> Exercise objective
From the records below, return every line containing the word "Ruthelen".

> Provided information
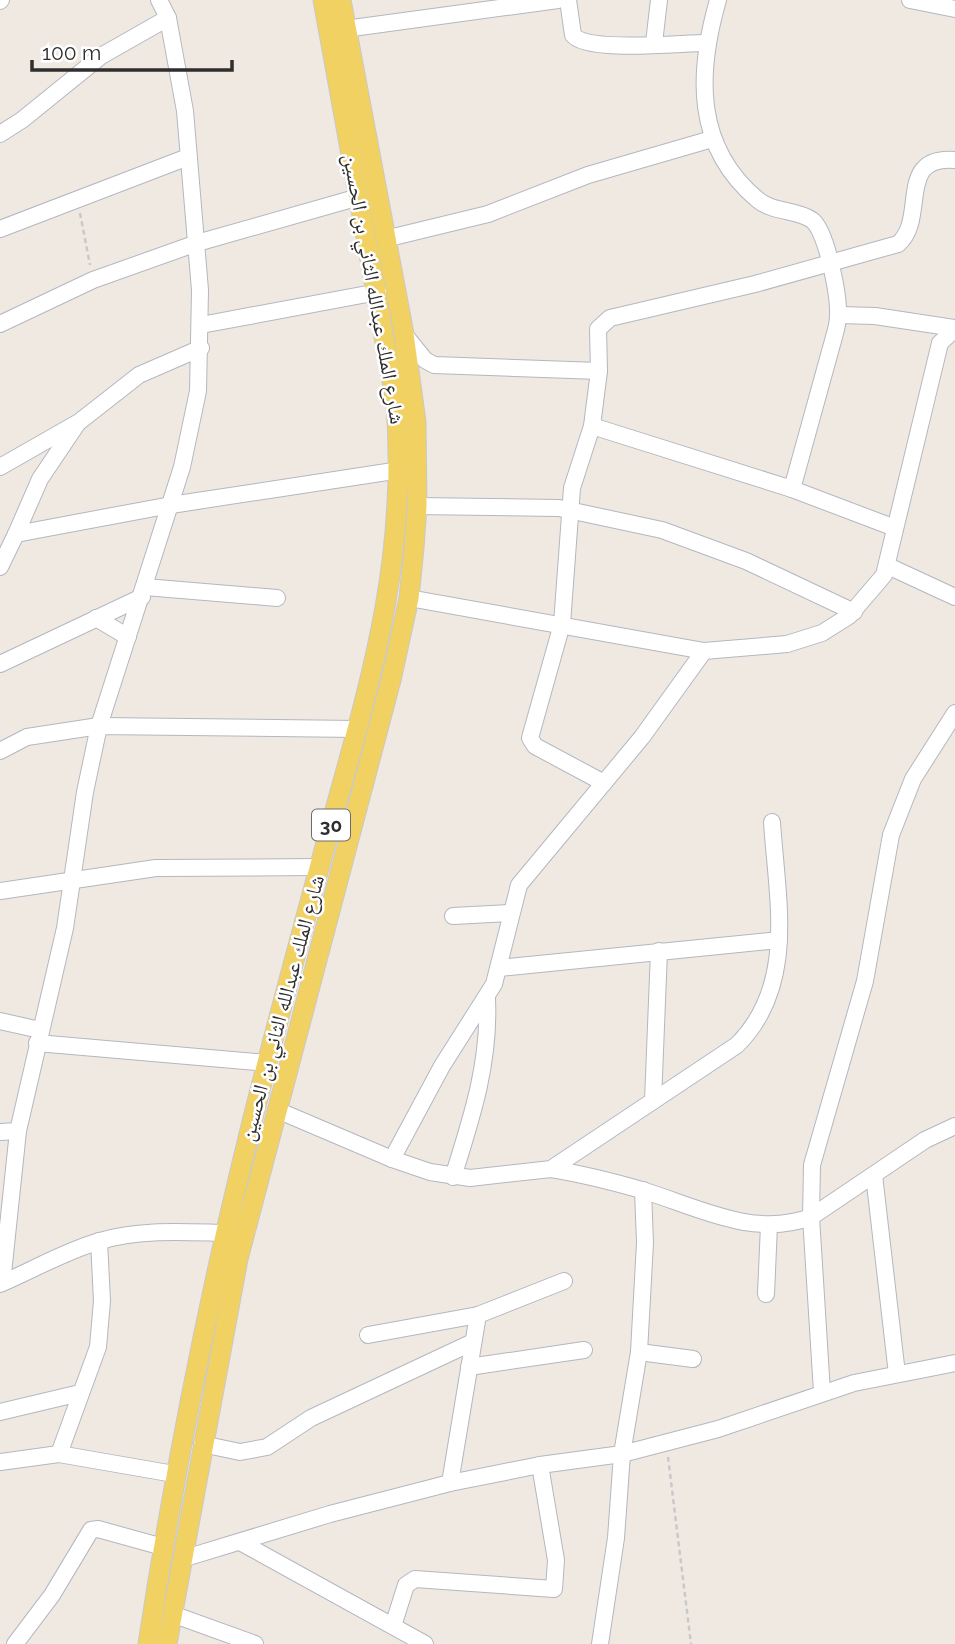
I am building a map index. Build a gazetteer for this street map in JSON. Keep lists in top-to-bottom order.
{
  "streets": {
    "main road": ["شارع الملك عبدالله الثاني بن الحسين", "30"]
  },
  "scale_bar": "100 m"
}
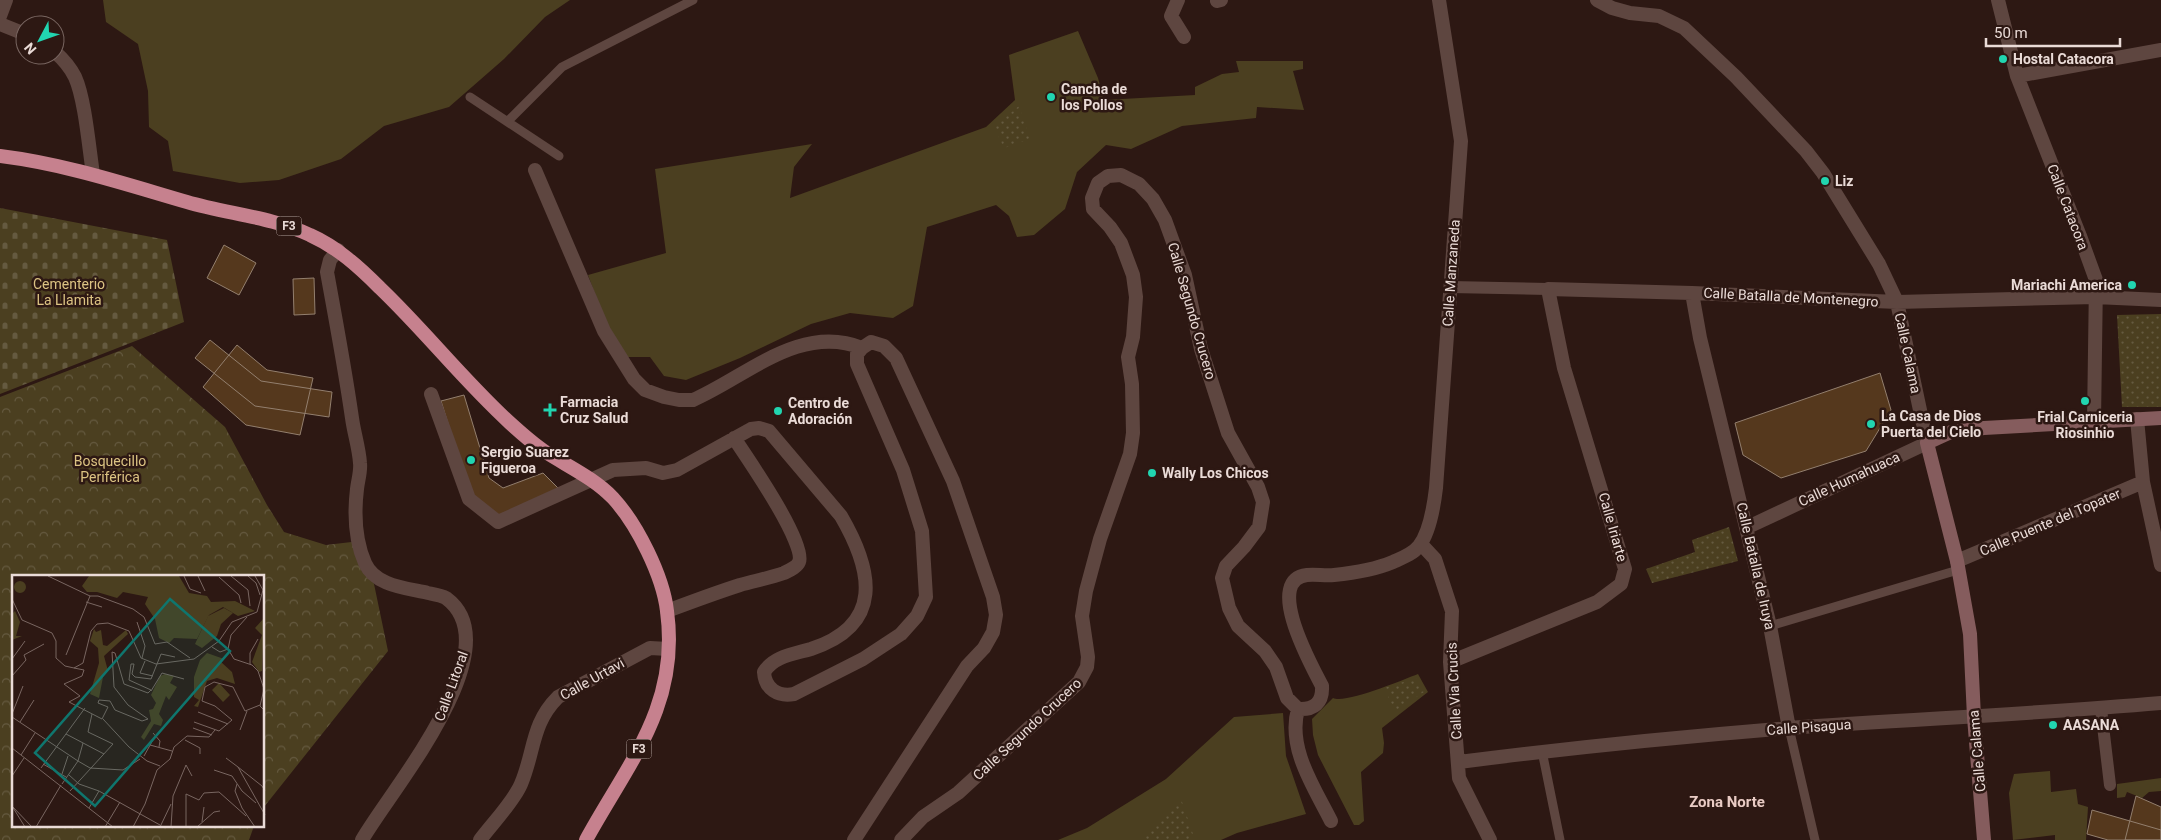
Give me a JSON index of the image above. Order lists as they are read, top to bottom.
{
  "streets": {
    "highway": ["F3"],
    "main road": ["Calle Calama", "Calle Humahuaca"],
    "street": [
      "Calle Catacora",
      "Calle Manzaneda",
      "Calle Batalla de Montenegro",
      "Calle Segundo Crucero",
      "Calle Puente del Topater",
      "Calle Iriarte",
      "Calle Batalla de Iruya",
      "Calle Urtavi",
      "Calle Litoral",
      "Calle Via Crucis",
      "Calle Pisagua"
    ]
  },
  "crossings": [
    ["Calle Catacora", "Calle Batalla de Montenegro"],
    ["Calle Catacora", "Calle Humahuaca"],
    ["F3", "Calle Urtavi"],
    ["F3", "Calle Litoral"],
    ["Calle Manzaneda", "Calle Batalla de Montenegro"],
    ["Calle Manzaneda", "Calle Via Crucis"],
    ["Calle Batalla de Montenegro", "Calle Calama"],
    ["Calle Batalla de Montenegro", "Calle Iriarte"],
    ["Calle Batalla de Montenegro", "Calle Batalla de Iruya"],
    ["Calle Calama", "Calle Humahuaca"],
    ["Calle Calama", "Calle Puente del Topater"],
    ["Calle Calama", "Calle Pisagua"],
    ["Calle Humahuaca", "Calle Batalla de Iruya"],
    ["Calle Puente del Topater", "Calle Batalla de Iruya"],
    ["Calle Iriarte", "Calle Via Crucis"],
    ["Calle Batalla de Iruya", "Calle Pisagua"],
    ["Calle Via Crucis", "Calle Pisagua"]
  ],
  "districts": ["Zona Norte"],
  "parks": ["Cementerio La Llamita", "Bosquecillo Periférica"],
  "places": {
    "other": [
      "Hostal Catacora",
      "Cancha de los Pollos",
      "Liz",
      "Mariachi America",
      "Frial Carniceria Riosinhio",
      "Centro de Adoración",
      "La Casa de Dios Puerta del Cielo",
      "Sergio Suarez Figueroa",
      "Wally Los Chicos",
      "AASANA"
    ],
    "health": ["Farmacia Cruz Salud"]
  },
  "scale_bar": "50 m",
  "north": "bottom left"
}
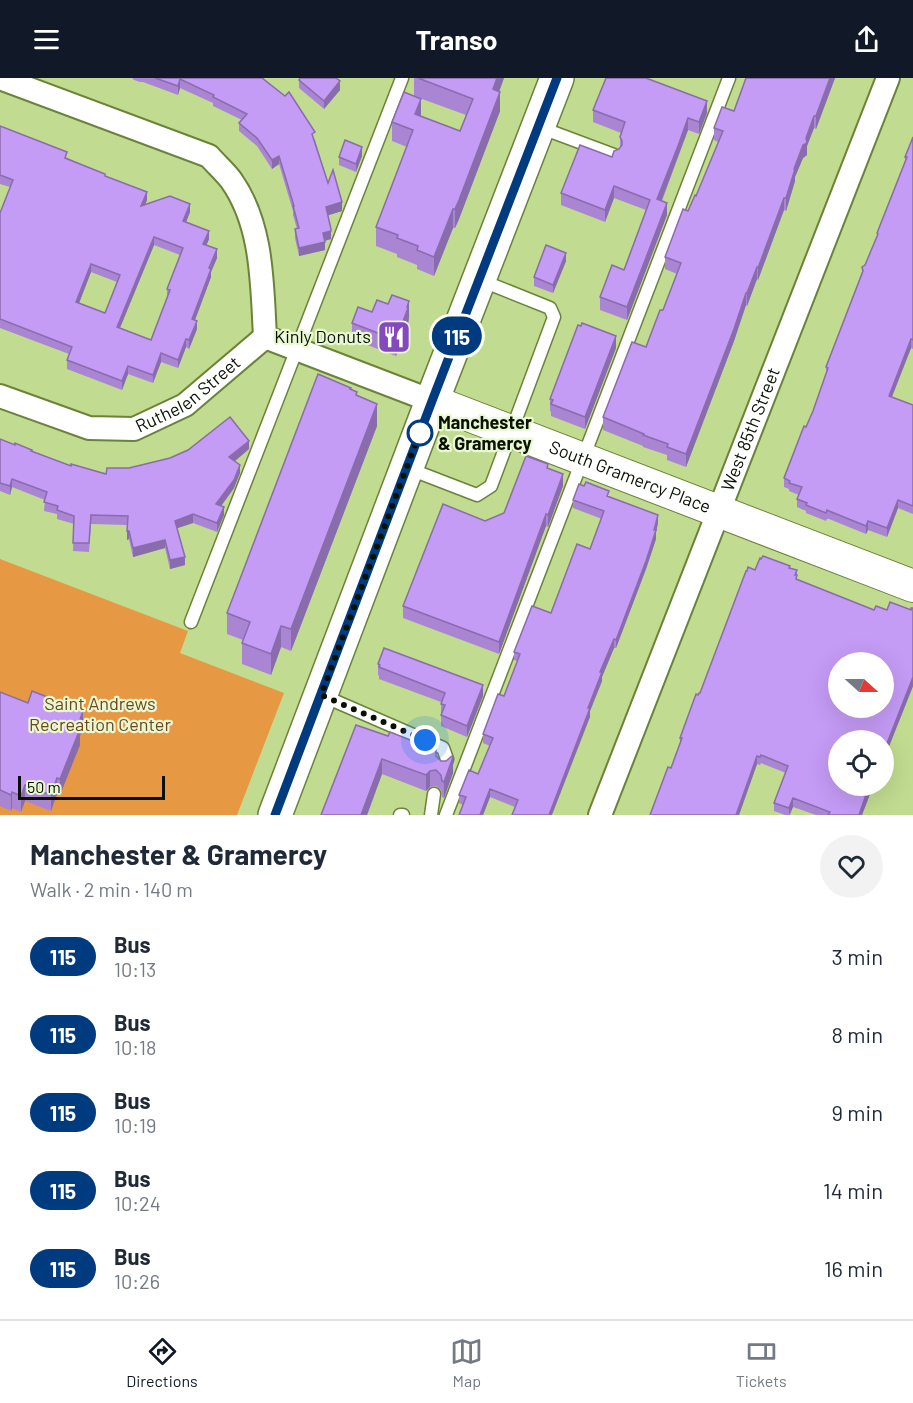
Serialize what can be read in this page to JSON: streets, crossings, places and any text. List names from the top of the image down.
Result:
{
  "streets": {
    "street": ["Ruthelen Street", "West 85th Street", "South Gramercy Place"]
  },
  "crossings": [
    ["Ruthelen Street", "South Gramercy Place"],
    ["West 85th Street", "South Gramercy Place"]
  ],
  "parks": ["Saint Andrews Recreation Center"],
  "places": {
    "restaurant": ["Kinly Donuts"],
    "other": ["Manchester & Gramercy"]
  },
  "lines": ["bus line 115"],
  "scale_bar": "50 m",
  "north": "right",
  "page": {
    "header": "Transo",
    "on_map": "115",
    "scale": "50 m",
    "heading": ["Manchester & Gramercy", "Walk · 2 min · 140 m"],
    "list": [
      {
        "mark": "115",
        "name": "Bus",
        "note": "10:13",
        "value": "3 min"
      },
      {
        "mark": "115",
        "name": "Bus",
        "note": "10:18",
        "value": "8 min"
      },
      {
        "mark": "115",
        "name": "Bus",
        "note": "10:19",
        "value": "9 min"
      },
      {
        "mark": "115",
        "name": "Bus",
        "note": "10:24",
        "value": "14 min"
      },
      {
        "mark": "115",
        "name": "Bus",
        "note": "10:26",
        "value": "16 min"
      }
    ],
    "tabs": ["Directions", "Map", "Tickets"]
  }
}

> Result below
    "street": ["Ruthelen Street", "West 85th Street", "South Gramercy Place"]
    ["Ruthelen Street", "South Gramercy Place"],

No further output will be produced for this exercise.